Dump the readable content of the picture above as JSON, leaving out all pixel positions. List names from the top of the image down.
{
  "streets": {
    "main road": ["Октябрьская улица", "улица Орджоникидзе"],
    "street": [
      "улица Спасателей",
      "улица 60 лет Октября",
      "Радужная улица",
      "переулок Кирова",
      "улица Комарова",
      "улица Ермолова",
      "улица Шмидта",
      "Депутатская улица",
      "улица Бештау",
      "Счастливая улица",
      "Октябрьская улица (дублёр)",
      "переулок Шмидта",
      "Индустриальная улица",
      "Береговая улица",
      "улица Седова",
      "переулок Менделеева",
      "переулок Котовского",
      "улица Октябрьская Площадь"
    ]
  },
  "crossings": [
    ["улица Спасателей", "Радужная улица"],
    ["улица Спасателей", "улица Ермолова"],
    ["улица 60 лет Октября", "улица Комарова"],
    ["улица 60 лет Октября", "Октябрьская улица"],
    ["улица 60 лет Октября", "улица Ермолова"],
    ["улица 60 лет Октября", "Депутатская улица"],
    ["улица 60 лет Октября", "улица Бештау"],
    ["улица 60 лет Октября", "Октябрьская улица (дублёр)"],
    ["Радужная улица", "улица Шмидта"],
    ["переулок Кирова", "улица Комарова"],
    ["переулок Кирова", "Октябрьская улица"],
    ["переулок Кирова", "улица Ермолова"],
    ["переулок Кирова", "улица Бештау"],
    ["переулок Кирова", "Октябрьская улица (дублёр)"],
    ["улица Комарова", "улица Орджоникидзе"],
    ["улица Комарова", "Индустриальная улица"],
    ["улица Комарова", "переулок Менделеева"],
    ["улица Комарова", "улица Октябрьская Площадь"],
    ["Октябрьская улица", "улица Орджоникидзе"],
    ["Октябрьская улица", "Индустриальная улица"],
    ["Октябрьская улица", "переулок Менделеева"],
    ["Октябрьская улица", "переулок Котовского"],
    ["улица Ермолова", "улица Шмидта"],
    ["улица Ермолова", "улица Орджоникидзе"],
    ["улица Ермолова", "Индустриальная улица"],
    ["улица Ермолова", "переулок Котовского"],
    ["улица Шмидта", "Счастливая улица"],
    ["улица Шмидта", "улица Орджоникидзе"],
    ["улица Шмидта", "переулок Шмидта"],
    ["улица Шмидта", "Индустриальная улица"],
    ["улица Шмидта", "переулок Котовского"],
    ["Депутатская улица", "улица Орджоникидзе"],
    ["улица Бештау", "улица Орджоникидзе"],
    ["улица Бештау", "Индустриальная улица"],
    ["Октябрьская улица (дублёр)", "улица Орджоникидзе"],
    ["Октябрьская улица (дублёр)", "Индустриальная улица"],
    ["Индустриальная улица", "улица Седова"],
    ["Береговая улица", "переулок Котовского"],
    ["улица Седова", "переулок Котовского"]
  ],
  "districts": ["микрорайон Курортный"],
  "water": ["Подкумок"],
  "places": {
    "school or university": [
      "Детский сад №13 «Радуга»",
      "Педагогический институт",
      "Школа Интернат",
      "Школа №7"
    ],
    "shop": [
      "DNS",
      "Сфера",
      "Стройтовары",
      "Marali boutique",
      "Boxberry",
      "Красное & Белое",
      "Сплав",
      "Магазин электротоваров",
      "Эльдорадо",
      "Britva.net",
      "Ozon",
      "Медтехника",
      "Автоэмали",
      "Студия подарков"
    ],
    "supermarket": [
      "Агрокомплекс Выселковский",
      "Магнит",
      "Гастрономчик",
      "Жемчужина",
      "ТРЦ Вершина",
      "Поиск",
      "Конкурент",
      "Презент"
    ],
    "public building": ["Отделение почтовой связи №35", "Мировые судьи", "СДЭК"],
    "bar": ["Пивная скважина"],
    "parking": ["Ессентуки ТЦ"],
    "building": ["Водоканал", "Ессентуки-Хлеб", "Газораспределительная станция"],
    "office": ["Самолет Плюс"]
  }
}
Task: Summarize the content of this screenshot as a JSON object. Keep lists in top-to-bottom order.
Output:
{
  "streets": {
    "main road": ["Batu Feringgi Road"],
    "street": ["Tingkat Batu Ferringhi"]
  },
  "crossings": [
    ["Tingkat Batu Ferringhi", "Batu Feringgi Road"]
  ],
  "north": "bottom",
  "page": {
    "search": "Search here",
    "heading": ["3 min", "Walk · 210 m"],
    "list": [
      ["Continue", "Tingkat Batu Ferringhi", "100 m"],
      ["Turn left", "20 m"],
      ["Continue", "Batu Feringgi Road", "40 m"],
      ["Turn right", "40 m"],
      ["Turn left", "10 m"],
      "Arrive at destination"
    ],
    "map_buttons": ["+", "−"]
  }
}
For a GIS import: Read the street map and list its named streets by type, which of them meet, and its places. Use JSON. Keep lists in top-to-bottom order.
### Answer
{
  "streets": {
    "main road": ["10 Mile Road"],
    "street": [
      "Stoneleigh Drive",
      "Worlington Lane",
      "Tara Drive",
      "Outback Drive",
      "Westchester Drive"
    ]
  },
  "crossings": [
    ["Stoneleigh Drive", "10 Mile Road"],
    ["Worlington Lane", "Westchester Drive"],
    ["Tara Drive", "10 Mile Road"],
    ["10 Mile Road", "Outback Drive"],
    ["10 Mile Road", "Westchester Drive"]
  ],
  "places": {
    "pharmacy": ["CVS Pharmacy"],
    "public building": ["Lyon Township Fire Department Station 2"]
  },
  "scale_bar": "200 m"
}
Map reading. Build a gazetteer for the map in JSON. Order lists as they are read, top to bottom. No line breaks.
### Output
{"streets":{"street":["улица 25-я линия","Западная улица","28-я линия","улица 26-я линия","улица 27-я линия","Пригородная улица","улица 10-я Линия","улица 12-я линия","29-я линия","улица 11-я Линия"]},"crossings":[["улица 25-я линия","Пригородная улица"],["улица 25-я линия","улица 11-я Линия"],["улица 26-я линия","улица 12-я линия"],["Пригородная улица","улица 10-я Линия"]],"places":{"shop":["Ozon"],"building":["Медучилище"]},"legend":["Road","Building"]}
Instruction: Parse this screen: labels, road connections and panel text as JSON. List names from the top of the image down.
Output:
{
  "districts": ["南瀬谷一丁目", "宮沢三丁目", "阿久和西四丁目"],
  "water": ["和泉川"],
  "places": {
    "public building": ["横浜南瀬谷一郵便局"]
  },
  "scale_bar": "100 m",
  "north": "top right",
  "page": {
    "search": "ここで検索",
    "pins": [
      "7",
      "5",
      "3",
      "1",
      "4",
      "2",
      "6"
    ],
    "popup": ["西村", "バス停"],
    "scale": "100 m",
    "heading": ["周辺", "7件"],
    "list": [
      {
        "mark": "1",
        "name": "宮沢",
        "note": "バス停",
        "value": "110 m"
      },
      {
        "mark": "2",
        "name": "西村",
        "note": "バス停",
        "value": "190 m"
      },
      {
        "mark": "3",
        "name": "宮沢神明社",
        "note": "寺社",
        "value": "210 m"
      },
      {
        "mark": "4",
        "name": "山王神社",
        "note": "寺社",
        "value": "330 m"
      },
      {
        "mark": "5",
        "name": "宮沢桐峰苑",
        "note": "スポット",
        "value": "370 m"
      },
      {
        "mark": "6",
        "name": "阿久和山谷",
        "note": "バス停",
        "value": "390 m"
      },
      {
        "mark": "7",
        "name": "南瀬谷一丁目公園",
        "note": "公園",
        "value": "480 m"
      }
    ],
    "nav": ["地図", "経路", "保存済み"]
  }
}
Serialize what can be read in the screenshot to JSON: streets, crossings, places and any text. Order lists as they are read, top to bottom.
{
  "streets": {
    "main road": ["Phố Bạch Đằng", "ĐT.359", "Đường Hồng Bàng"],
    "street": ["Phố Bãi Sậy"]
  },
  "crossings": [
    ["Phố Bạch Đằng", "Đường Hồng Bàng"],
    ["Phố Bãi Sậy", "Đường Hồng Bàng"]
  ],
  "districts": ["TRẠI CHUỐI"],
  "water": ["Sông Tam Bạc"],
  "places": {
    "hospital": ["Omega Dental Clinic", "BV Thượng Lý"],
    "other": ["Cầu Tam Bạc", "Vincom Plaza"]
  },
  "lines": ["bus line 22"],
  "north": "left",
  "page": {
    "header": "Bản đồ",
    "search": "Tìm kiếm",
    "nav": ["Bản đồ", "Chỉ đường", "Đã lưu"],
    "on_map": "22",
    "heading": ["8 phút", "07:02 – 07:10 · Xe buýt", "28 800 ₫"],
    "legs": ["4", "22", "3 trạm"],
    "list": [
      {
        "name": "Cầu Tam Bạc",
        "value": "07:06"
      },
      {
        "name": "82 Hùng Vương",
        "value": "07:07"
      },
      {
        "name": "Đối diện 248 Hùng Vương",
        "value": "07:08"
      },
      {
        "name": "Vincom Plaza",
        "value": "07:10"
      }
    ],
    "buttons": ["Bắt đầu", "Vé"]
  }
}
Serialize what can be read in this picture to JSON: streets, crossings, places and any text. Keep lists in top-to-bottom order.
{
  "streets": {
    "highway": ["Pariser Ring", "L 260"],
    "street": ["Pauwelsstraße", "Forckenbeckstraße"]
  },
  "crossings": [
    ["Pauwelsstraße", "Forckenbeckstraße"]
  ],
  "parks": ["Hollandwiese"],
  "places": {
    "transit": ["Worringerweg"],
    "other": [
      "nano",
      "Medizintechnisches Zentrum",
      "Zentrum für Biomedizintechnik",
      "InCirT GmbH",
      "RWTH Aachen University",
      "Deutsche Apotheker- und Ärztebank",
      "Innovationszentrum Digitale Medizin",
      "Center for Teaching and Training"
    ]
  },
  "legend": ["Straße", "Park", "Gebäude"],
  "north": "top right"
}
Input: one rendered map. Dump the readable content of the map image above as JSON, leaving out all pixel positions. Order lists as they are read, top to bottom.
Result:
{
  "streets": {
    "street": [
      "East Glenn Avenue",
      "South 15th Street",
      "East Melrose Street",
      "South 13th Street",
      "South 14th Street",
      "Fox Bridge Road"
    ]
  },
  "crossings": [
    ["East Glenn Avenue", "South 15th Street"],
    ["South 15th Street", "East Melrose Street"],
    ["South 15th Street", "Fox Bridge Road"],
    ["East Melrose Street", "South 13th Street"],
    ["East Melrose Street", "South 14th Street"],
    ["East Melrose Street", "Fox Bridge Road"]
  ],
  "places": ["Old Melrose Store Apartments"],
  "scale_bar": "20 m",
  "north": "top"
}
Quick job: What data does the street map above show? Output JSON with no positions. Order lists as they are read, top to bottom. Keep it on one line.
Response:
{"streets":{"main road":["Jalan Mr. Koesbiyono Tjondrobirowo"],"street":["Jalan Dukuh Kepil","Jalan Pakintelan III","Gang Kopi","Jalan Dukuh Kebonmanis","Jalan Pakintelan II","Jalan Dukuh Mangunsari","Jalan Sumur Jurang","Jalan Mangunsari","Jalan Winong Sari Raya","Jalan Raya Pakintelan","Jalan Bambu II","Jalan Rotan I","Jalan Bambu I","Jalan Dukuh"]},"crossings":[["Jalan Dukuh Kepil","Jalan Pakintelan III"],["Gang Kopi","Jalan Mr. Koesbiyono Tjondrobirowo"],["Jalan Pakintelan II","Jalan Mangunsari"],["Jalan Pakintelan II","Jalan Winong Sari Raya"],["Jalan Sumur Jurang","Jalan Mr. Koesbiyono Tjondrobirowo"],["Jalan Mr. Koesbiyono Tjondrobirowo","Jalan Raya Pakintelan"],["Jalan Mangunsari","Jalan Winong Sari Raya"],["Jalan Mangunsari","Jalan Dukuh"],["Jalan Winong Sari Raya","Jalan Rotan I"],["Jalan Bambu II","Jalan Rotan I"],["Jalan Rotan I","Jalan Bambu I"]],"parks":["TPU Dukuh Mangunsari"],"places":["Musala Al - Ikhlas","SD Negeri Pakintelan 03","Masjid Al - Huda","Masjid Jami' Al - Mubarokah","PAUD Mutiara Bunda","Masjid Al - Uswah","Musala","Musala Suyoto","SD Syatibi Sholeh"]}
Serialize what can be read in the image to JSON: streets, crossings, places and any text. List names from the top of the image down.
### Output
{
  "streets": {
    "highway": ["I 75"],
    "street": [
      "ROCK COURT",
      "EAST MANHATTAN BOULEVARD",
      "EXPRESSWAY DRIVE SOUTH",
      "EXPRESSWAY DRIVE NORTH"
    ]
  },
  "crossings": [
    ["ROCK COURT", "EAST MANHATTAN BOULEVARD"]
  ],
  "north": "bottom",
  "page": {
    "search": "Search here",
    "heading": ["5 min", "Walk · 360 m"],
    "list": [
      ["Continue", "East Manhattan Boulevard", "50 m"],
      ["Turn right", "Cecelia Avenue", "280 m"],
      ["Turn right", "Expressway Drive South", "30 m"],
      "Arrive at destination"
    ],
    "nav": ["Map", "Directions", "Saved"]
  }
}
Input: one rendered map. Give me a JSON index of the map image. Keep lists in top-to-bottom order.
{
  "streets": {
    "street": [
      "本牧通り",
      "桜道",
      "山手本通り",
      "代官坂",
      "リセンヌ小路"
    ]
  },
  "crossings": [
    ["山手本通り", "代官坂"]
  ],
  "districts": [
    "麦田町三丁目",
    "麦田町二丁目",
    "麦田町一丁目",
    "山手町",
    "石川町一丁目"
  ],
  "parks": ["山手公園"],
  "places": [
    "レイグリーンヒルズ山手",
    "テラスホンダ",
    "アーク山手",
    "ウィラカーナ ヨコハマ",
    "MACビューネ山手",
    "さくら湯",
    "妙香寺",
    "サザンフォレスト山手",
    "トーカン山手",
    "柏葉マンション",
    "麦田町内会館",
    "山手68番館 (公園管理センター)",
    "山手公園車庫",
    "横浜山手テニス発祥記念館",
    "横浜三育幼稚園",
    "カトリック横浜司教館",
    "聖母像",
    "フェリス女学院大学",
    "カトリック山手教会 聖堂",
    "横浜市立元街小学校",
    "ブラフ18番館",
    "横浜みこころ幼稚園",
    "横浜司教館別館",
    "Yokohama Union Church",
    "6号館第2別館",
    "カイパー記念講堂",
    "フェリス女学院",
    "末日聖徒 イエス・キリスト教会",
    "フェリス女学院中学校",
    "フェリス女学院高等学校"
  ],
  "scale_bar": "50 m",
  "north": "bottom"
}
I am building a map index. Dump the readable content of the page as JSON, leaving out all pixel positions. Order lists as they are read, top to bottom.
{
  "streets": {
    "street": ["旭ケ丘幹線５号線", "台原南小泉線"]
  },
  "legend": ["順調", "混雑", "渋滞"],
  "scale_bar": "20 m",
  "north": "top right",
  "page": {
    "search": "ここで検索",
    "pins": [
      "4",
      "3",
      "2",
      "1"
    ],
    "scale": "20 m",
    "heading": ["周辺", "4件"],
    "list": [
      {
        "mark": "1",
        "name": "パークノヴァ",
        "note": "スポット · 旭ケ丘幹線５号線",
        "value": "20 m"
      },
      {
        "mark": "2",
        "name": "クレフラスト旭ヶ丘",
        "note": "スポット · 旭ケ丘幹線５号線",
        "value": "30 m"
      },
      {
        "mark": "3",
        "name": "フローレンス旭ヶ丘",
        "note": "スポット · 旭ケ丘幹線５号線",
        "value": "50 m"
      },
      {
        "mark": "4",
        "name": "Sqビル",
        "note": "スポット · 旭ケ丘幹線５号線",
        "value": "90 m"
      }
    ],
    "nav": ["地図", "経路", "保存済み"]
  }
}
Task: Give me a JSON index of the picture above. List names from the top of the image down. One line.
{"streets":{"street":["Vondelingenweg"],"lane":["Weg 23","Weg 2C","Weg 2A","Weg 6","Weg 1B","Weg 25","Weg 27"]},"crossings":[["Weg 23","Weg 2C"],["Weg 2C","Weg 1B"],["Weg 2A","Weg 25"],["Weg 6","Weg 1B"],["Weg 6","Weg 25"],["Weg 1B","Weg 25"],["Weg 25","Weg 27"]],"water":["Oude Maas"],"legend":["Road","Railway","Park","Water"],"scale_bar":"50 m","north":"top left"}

:::

The problem:
Reproduce each line from the records that contains the word "Депутатская".

Response box:
      "Депутатская улица",
    ["улица 60 лет Октября", "Депутатская улица"],
    ["Депутатская улица", "улица Орджоникидзе"],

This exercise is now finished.